Marielitos (gangs)


Marielitos is the name given to the Cuban immigrants that left Cuba from the Port of Mariel in 1980. Approximately 135,000 people left the country to the United States from April to September in what became known as the Mariel boatlift.

History

While there already was, largely successful, Cuban emigration to the United States before the 1980s, the third and most well-known wave of Cuban emigration was in 1980. The Cuban government permitted approximately 125,000 Cubans to board a decrepit fleet of boats in Mariel Harbor; of the 125,000 refugees that entered the United States on the boatlift, around 16,000 to 20,000 were estimated to be criminals or "undesirables" according to a 1985 Sun Sentinel magazine article. In a 1985 report around 350 to 400 Mariel Cubans were reported to inhabit Dade County jails on a typical day.
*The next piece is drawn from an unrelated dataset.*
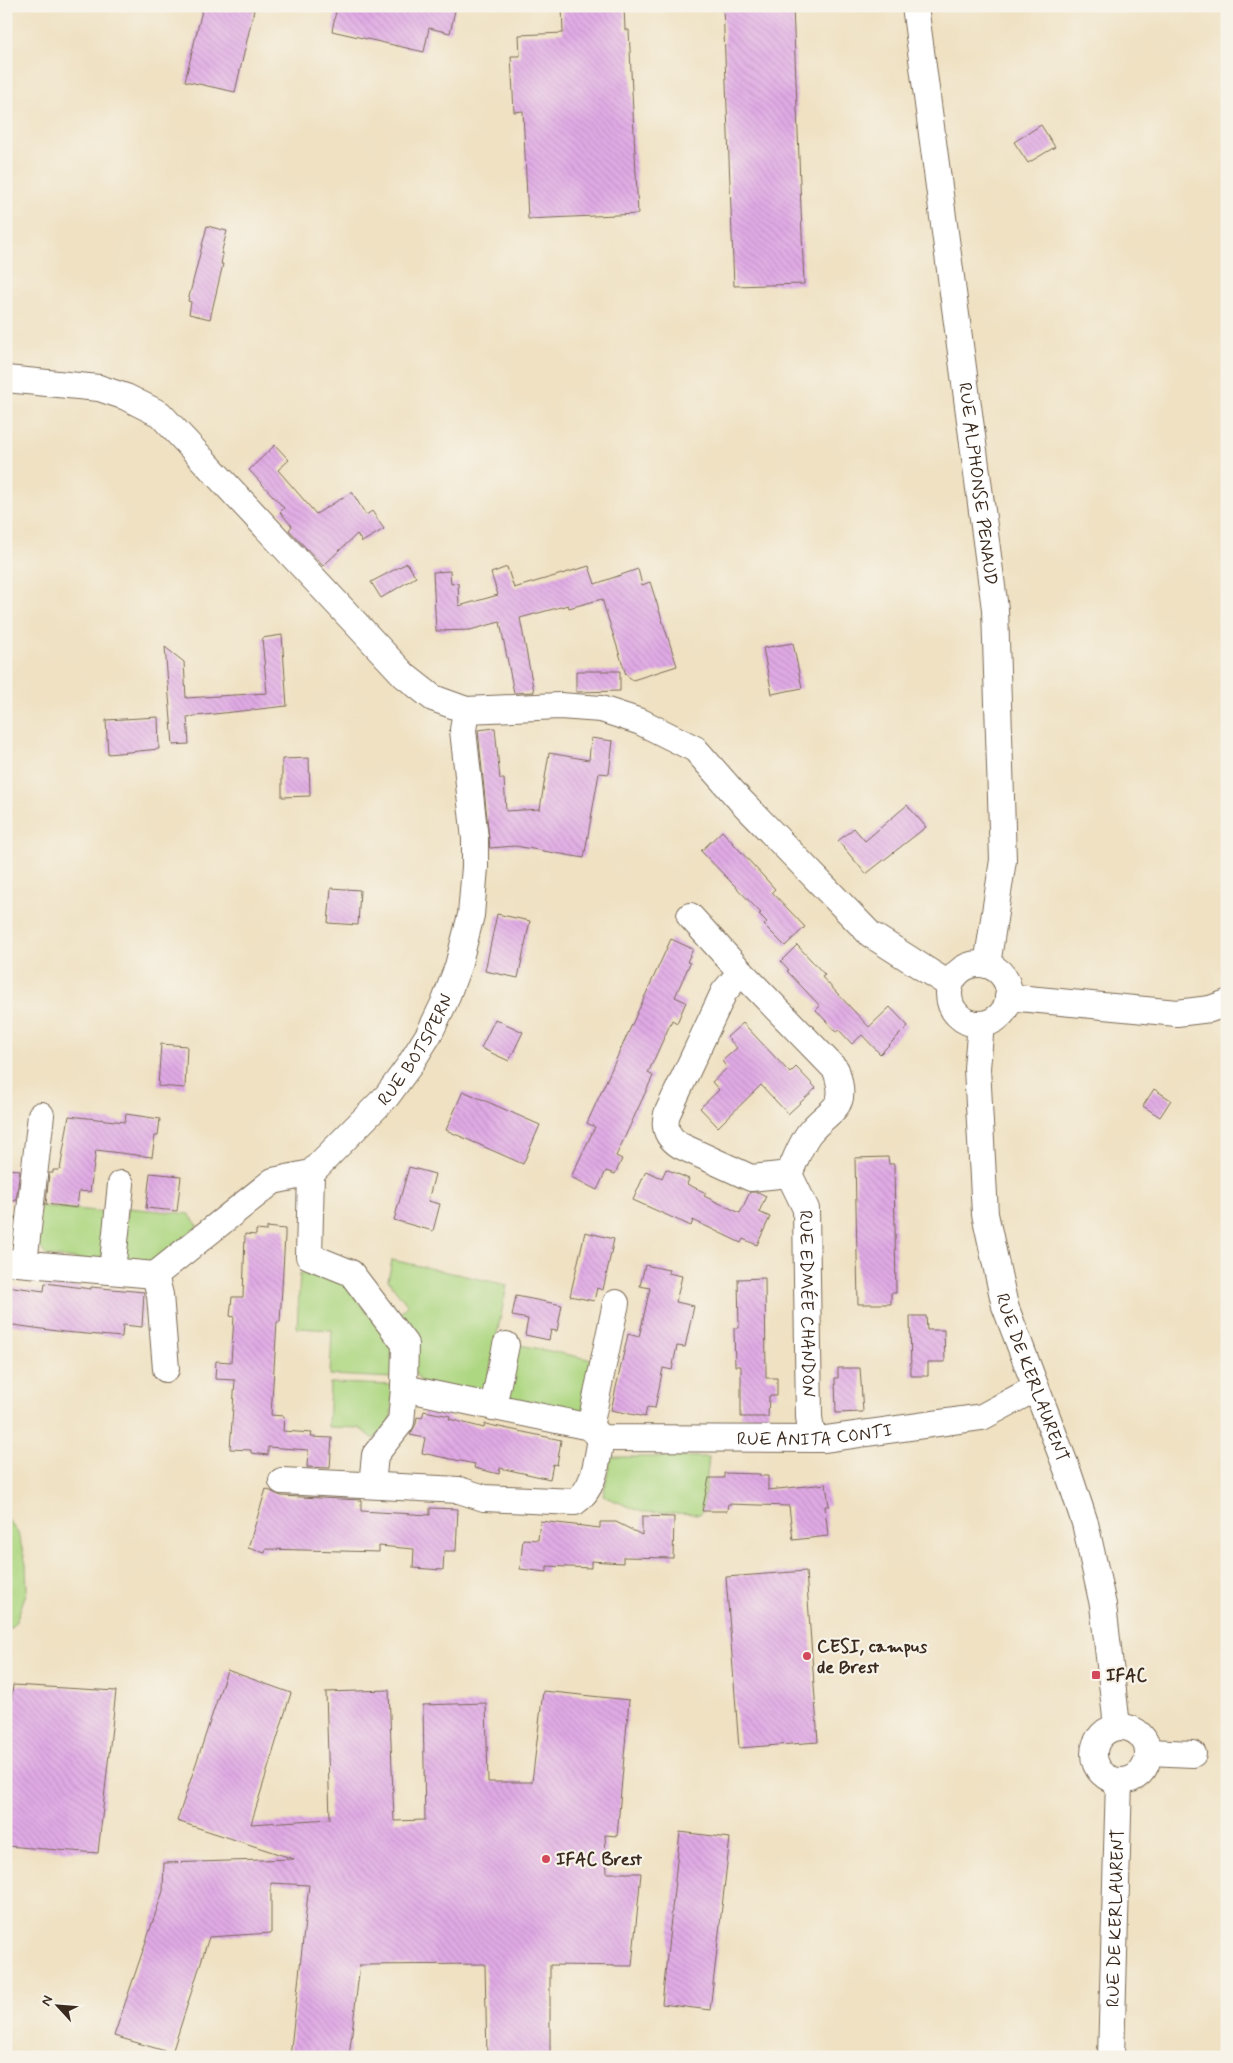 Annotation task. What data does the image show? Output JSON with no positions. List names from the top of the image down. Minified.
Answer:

However, Demetrio Perez, the city commissioner of Miami, had said "...That even among those Marielitos who had criminal records, there were thousands whose offenses were so minor that they would not be considered criminals here, and thousands of others whose ‘criminal record’ was based on their opposition to the Communist regime." Estimates assert that the Cuban refugees only included some 2,700 hardened criminals.

Membership

Marielito crime gangs consist of generally male Cubans. Many of the original Marielitos have specific tattoos, displaying patron saints, names, words or arcane symbols. Marielito gang members, White as well as Afro-Cubans, are members of Afro Cuban religious cults engaged in religious rituals often resulting in self-inflicted bodily scars.
While the original Marielito gang members came to the US in the 1980s, younger Cuban-Americans living in impoverished neighborhoods may imitate the rituals of the original Marielito criminals.

Activities

Marielito crime groups are mostly involved in drug trafficking and contract killing, although prostitution, corruption, extortion, robbery, burglary, auto theft, money laundering and bookmaking are also activities of choice. In some cases they have aligned themselves with American Mafia families and Colombian cartels to set up drug pipelines and working for them as enforcers.
Marielito gang activity isn't as endemic as it was in the 80's, but Marielito gangs are still active in Los Angeles, Washington and New York City.